Afuera del hotel Bellagio, las aguas danzantes se mueven con la voz de Celine Dion, en una mezcla que parece atraer básicamente a personas que graban con el celular en vertical. Por supuesto, a lo largo de The Strip, todas las versiones posibles de Michael Jackson y Elvis Presley intercambian fotografías o selfies por unos cuántos dólares con los turistas. Hay espacio para todos. También para mujeres semidesnudas, cubiertas con diminutos trajes de policía o de bailarinas de carnaval, reclamando dinero a los que las fotografían al pasar.

-Son diez dólares. De esto trabajamos, papi -le dice una latina cubierta apenas con un arreglo de plumas a una pareja de chilenos que no respetó el código.

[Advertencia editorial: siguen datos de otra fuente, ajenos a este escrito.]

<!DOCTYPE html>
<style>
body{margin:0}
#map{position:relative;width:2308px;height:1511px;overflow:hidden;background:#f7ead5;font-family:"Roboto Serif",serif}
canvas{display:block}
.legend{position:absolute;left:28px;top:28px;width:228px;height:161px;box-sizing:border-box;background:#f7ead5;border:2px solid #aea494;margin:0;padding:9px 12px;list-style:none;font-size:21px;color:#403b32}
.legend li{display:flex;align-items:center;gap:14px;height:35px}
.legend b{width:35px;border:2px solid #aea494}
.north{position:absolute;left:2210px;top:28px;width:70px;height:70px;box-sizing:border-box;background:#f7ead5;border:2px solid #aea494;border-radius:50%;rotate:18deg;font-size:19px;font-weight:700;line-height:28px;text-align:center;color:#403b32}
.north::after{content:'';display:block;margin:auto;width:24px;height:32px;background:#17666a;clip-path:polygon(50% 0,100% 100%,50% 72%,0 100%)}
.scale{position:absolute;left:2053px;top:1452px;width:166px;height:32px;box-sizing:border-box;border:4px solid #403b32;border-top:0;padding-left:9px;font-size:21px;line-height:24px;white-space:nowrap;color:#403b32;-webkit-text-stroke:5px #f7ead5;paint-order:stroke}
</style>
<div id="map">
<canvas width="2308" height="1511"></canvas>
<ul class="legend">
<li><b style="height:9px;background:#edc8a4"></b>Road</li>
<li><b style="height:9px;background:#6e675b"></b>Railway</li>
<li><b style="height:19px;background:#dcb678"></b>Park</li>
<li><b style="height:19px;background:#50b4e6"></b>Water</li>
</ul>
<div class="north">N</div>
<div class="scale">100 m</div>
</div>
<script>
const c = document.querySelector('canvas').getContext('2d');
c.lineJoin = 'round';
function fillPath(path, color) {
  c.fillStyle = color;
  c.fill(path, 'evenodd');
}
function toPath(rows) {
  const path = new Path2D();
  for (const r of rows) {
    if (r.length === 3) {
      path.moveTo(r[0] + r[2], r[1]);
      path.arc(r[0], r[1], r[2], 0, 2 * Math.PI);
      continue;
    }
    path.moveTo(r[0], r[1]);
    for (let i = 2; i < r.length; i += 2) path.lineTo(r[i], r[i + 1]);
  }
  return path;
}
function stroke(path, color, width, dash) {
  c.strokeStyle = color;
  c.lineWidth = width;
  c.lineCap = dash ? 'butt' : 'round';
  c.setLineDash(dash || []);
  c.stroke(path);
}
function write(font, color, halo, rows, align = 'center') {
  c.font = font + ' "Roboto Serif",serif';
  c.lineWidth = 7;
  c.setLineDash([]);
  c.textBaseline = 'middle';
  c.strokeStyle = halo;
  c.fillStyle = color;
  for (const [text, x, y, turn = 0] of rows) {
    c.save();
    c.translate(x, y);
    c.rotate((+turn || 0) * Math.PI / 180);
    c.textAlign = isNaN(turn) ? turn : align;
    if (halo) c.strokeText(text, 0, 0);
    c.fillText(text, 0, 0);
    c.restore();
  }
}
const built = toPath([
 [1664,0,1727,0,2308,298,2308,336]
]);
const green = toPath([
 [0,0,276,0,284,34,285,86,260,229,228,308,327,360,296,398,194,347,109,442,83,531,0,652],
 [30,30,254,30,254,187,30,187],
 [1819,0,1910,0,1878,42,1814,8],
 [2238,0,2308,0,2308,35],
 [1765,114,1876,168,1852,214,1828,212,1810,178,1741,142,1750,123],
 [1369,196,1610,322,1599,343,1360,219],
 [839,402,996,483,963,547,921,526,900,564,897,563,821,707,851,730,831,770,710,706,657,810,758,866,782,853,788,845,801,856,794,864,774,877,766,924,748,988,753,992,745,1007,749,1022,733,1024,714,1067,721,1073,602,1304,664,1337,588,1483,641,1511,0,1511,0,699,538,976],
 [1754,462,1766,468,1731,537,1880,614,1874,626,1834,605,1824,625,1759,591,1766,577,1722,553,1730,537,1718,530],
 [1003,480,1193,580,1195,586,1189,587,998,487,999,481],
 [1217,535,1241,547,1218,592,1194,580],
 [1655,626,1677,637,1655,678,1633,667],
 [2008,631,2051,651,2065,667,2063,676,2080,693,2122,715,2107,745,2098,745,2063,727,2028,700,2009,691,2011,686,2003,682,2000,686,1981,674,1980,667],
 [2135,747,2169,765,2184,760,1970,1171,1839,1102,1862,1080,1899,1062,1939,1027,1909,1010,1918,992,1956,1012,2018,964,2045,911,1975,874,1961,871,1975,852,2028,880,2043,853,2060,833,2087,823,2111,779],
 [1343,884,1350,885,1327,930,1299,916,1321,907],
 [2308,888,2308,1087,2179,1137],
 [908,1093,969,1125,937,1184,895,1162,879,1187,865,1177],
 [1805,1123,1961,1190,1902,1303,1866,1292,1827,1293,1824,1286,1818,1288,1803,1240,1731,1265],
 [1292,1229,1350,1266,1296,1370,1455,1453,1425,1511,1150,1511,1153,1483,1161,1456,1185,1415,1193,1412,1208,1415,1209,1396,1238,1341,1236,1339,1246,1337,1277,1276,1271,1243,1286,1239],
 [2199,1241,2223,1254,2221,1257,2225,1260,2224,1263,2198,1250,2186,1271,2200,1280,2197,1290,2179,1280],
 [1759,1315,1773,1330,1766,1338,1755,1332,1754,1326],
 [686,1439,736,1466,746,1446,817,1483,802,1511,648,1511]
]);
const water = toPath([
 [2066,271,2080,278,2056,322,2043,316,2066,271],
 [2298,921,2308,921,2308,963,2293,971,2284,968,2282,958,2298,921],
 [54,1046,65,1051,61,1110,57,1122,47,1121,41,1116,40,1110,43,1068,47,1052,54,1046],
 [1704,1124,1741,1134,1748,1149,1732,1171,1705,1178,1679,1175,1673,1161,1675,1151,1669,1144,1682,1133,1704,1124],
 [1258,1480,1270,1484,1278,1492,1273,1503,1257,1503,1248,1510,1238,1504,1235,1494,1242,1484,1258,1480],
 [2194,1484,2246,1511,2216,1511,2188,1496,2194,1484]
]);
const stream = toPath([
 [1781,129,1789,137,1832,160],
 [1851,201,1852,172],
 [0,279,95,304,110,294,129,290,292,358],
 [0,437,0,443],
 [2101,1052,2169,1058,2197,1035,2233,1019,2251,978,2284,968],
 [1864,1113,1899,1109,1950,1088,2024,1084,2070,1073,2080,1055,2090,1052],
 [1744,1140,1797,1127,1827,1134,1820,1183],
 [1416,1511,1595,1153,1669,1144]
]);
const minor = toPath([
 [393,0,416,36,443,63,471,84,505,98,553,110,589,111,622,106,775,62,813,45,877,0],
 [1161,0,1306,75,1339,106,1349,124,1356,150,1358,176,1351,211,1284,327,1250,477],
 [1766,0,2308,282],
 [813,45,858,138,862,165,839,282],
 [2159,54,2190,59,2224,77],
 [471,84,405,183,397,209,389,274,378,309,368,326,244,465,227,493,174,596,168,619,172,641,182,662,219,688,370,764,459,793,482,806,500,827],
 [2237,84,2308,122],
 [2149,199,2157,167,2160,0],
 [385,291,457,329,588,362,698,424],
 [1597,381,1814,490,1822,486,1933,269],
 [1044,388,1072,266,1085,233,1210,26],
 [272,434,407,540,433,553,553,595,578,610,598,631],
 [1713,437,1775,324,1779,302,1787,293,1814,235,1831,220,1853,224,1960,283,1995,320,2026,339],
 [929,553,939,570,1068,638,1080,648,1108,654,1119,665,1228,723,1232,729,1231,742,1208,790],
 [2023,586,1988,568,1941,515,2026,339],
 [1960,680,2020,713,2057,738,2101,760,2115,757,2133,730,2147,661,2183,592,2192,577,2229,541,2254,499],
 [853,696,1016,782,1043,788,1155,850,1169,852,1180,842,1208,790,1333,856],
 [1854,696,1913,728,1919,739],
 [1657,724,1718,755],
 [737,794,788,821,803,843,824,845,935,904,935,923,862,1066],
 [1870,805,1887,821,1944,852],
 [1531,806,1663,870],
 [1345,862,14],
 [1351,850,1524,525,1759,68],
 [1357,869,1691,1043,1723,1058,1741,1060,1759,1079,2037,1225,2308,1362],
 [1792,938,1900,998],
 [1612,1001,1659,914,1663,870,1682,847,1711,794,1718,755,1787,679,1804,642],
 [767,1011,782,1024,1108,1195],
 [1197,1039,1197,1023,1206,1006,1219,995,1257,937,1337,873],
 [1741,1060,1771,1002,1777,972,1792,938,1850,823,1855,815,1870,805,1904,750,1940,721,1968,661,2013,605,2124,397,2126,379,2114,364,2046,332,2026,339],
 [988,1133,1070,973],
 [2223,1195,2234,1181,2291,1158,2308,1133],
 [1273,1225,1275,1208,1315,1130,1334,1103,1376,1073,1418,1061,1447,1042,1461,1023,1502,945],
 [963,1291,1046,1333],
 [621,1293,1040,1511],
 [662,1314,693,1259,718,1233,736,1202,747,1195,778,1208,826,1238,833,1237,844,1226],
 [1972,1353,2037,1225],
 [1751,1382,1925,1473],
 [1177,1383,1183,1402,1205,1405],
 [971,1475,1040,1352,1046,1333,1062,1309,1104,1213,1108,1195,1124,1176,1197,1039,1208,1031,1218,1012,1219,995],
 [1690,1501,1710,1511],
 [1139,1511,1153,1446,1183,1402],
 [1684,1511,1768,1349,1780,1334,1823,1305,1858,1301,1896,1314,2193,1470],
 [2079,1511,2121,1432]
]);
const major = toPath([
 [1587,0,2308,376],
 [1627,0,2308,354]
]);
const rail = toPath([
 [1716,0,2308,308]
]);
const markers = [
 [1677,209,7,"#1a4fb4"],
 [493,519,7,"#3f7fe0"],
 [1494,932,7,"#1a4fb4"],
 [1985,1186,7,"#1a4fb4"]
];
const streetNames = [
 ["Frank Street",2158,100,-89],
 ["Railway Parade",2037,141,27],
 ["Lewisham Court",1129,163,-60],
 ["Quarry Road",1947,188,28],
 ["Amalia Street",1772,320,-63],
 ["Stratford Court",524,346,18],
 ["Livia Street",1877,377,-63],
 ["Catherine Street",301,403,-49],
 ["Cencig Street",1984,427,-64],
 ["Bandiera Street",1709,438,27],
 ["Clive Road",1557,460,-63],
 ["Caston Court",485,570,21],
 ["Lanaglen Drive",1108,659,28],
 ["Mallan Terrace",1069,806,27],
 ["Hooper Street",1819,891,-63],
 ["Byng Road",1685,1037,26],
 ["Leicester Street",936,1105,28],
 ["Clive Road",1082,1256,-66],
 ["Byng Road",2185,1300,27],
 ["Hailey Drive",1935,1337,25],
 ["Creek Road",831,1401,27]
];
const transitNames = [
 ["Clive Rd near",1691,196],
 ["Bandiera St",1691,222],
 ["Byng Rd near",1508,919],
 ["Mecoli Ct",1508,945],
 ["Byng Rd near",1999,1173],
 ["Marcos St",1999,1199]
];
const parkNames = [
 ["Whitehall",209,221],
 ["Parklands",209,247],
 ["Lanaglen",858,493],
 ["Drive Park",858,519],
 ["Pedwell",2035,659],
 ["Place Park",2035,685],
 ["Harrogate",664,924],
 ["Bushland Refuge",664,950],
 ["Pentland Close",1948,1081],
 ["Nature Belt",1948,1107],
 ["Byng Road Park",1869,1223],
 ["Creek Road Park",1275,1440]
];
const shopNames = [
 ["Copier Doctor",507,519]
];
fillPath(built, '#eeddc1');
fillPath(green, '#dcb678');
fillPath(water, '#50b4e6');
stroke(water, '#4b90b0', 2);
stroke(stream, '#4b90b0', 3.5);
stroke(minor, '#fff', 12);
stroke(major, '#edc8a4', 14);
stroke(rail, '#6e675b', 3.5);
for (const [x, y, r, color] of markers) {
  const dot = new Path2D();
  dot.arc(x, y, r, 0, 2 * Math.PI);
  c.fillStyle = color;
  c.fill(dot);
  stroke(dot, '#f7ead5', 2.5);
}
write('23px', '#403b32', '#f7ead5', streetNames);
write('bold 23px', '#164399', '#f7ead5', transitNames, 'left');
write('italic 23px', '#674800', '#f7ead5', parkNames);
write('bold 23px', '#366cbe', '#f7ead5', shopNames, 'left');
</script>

Más allá, afuera del Planet Hollywood, está el doble del actor Zach Galifianakis en The Hangover, montado sobre un tigre de bengala de peluche. Le va bien: 250 mil dólares al año, entre propinas y eventos privados, además de fiesta asegurada. Hay magos. Hay turistas acalorados refrescándose bajo los ventiladores de rocío del Hard Rock Café, y un vagabundo de 23 años esperando monedas mientras lee Harry Potter afuera de la tienda Giorgio Armani. Hay obesos mórbidos en sillas de ruedas eléctricas. Y un veterano de guerra pidiendo dinero junto a una botella de Coca Cola gigante.

-¿Orarías conmigo? -me dice un tipo que no está disfrazado. Es blanco y tembloroso y cree en Dios desde que, al igual que esta ciudad, mordió el polvo a fines de los 00.

Su nombre es Alex Carlson, 48 años, dos hijos, casado con una filipina. Todos los días, de lunes a viernes, se para aquí después de su trabajo como exterminador de plagas para orar con extraños a cambio de remorder conciencias.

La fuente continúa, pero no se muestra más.